About this exercise: From the records below, state how many lines include the word "stream", giving only that number.

(Data excerpts)
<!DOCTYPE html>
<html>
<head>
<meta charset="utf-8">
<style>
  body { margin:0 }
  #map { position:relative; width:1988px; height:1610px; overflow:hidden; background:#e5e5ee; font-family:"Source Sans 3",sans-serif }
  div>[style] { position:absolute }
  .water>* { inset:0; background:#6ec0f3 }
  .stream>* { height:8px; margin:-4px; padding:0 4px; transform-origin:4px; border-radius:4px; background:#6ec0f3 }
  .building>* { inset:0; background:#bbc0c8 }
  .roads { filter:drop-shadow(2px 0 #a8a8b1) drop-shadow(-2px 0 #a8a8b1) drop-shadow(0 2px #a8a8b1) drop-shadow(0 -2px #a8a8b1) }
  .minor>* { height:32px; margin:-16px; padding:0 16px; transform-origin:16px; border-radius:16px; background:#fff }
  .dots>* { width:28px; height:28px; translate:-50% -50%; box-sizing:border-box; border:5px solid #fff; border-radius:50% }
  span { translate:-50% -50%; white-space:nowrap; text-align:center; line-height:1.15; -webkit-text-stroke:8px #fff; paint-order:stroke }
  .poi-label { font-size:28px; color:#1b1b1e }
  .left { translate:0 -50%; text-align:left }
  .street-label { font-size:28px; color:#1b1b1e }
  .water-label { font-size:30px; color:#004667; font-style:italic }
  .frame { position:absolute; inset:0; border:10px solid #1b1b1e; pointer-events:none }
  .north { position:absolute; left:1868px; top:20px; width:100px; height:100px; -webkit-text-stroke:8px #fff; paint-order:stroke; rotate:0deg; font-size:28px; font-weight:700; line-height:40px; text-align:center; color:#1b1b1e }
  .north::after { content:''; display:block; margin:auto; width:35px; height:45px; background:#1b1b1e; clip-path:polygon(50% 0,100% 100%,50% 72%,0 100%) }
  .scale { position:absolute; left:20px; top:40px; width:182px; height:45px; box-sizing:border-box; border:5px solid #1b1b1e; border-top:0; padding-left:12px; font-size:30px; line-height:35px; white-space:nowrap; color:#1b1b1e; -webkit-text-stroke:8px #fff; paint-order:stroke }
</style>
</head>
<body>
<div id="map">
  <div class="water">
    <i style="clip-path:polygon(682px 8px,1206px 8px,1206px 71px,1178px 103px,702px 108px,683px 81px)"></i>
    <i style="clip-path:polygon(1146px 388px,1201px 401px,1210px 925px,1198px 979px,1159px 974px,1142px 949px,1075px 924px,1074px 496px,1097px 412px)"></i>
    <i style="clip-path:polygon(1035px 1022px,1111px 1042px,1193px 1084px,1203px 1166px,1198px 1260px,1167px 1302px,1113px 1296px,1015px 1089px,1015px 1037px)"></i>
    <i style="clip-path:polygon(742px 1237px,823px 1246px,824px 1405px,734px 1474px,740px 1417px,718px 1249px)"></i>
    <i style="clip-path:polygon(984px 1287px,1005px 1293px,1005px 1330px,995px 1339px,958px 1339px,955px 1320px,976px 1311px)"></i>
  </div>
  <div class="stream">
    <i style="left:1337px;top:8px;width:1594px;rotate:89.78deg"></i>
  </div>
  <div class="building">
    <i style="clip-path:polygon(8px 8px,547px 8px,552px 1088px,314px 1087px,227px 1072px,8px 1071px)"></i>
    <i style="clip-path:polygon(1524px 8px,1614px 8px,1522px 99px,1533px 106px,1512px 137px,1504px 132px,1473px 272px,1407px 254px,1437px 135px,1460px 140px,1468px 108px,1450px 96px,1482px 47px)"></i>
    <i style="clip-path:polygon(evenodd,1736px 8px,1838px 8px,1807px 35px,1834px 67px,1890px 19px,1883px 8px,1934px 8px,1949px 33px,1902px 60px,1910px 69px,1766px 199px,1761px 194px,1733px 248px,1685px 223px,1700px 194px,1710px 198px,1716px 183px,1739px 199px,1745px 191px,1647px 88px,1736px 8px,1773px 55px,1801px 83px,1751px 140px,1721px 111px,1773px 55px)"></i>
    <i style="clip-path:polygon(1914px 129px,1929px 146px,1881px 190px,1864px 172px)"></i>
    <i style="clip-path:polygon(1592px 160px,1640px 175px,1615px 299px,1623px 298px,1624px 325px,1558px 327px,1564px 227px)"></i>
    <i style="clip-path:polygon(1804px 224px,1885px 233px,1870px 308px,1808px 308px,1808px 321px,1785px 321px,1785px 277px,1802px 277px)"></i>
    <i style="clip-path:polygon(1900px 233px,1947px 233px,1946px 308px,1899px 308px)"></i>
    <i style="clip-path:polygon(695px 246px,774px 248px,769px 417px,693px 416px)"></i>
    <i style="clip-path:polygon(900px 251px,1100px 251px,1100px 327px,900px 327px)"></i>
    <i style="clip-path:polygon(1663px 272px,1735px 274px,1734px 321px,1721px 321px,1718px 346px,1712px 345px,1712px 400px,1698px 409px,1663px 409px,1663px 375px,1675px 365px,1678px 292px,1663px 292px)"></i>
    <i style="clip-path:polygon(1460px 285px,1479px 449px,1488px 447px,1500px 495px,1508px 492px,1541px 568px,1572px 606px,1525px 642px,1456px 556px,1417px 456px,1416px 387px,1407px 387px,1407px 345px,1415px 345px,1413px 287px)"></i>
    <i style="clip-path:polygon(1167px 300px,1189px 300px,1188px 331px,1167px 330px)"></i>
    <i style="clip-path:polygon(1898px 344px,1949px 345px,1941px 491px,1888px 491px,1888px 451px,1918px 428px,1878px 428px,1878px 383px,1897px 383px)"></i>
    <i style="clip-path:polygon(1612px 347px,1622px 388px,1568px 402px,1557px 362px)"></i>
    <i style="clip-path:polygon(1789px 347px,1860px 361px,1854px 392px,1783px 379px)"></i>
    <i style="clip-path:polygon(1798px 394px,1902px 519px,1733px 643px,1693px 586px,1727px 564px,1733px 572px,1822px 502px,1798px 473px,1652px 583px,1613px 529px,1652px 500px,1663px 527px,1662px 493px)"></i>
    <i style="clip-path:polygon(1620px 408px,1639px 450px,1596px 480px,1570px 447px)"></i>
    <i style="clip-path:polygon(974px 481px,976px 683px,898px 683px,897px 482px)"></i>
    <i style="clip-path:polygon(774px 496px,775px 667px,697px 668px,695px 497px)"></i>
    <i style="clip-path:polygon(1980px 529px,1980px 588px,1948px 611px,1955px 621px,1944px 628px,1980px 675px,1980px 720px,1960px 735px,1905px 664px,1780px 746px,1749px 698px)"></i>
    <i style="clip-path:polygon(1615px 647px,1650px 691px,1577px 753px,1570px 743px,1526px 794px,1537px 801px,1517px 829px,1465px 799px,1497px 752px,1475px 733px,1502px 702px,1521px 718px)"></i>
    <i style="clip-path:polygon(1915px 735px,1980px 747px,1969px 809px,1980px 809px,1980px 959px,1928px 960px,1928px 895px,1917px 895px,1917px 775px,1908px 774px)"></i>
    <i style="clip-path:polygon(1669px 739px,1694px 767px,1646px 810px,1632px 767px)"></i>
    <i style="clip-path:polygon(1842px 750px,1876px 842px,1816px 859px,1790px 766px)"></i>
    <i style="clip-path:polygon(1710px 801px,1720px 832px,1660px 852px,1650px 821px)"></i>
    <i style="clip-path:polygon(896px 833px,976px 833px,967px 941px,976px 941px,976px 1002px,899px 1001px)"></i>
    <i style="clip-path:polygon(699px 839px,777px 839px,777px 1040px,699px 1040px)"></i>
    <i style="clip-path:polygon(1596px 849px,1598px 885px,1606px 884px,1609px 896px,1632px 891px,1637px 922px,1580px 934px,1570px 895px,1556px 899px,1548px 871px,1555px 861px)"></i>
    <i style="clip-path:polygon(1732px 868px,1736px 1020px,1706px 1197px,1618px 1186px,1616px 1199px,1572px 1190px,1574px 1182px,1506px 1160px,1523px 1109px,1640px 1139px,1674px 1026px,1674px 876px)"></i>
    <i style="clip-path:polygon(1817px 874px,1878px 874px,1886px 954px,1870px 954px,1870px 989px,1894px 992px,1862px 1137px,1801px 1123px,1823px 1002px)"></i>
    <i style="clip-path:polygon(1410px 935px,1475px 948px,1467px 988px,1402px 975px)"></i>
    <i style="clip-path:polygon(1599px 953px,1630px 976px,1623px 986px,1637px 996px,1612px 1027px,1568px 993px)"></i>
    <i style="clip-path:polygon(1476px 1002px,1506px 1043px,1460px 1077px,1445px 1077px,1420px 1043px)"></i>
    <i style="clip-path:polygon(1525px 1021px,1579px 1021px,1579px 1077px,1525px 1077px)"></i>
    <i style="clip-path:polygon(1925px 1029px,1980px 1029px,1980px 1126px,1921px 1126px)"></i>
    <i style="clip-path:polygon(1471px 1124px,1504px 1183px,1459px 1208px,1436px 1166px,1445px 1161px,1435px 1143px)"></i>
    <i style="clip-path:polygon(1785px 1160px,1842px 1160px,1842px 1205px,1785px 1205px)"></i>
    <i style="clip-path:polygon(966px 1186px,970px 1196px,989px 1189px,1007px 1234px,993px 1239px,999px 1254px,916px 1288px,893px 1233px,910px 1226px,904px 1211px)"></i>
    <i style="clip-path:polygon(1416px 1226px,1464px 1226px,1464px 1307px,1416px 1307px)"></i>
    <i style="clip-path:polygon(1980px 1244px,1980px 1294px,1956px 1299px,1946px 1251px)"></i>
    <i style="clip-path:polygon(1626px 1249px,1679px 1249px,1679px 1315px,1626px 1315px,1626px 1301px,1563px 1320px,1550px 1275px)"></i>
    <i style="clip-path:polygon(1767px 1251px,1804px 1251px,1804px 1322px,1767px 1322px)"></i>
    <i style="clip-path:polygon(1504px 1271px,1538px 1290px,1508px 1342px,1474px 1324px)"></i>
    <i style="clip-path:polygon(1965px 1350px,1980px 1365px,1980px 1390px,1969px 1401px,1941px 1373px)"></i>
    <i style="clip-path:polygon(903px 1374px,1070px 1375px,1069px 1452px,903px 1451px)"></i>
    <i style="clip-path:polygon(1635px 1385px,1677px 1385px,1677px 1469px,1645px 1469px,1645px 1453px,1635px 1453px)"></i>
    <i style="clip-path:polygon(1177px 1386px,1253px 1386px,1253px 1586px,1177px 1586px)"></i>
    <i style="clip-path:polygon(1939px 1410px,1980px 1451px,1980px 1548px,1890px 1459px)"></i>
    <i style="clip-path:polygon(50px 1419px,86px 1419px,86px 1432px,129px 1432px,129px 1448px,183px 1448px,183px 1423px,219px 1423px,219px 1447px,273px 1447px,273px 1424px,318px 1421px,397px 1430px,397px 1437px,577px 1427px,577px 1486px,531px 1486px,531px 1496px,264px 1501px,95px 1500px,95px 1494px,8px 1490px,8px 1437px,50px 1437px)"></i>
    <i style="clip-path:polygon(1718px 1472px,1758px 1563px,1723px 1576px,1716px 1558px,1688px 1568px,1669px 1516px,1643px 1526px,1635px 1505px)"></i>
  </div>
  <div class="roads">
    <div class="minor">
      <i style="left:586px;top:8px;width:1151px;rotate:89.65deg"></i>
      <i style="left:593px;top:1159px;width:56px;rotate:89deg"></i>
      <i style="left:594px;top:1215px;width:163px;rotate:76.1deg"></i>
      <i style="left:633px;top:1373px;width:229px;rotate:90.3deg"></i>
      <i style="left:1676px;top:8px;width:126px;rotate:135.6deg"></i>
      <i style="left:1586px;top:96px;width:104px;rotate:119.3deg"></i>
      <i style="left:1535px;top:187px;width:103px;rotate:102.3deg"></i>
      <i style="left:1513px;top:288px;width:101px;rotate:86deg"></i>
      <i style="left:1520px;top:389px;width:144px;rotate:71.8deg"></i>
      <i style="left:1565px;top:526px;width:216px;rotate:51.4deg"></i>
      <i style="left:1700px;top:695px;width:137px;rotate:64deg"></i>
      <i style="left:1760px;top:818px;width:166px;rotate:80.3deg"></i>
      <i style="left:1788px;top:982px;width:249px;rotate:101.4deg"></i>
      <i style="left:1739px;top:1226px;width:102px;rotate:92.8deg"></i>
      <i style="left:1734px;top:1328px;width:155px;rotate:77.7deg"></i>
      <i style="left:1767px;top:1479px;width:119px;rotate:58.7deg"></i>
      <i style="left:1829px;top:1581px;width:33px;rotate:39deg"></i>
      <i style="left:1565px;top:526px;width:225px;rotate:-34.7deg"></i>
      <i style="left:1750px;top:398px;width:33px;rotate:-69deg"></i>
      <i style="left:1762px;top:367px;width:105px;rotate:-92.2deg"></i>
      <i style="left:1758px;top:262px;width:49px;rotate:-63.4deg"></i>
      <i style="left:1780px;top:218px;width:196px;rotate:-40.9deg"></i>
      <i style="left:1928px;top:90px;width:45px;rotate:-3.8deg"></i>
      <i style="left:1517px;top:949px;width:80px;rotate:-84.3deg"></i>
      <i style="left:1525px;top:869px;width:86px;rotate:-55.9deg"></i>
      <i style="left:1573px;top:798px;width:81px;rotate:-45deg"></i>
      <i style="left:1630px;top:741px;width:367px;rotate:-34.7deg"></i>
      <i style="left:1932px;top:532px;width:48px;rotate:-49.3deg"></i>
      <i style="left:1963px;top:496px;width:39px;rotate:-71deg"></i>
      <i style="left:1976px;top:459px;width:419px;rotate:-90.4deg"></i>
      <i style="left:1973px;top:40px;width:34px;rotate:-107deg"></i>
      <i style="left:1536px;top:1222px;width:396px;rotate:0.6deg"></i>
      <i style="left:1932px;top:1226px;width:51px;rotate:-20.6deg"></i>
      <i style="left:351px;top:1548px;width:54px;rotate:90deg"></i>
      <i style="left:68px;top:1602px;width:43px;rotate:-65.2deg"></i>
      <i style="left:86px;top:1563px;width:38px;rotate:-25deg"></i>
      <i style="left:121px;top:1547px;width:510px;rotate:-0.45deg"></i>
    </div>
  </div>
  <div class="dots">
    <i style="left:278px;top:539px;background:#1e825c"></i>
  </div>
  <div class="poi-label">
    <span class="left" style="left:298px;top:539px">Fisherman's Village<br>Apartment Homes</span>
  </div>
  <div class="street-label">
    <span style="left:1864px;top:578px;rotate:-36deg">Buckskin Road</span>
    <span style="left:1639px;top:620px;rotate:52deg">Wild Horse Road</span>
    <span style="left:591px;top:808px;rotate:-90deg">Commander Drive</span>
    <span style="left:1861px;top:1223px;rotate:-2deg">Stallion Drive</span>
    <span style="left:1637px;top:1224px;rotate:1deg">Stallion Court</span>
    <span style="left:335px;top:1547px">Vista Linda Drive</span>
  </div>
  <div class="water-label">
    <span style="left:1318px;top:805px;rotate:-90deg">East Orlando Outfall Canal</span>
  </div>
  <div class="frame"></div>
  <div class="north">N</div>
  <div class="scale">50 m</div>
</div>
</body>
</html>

Response area: 2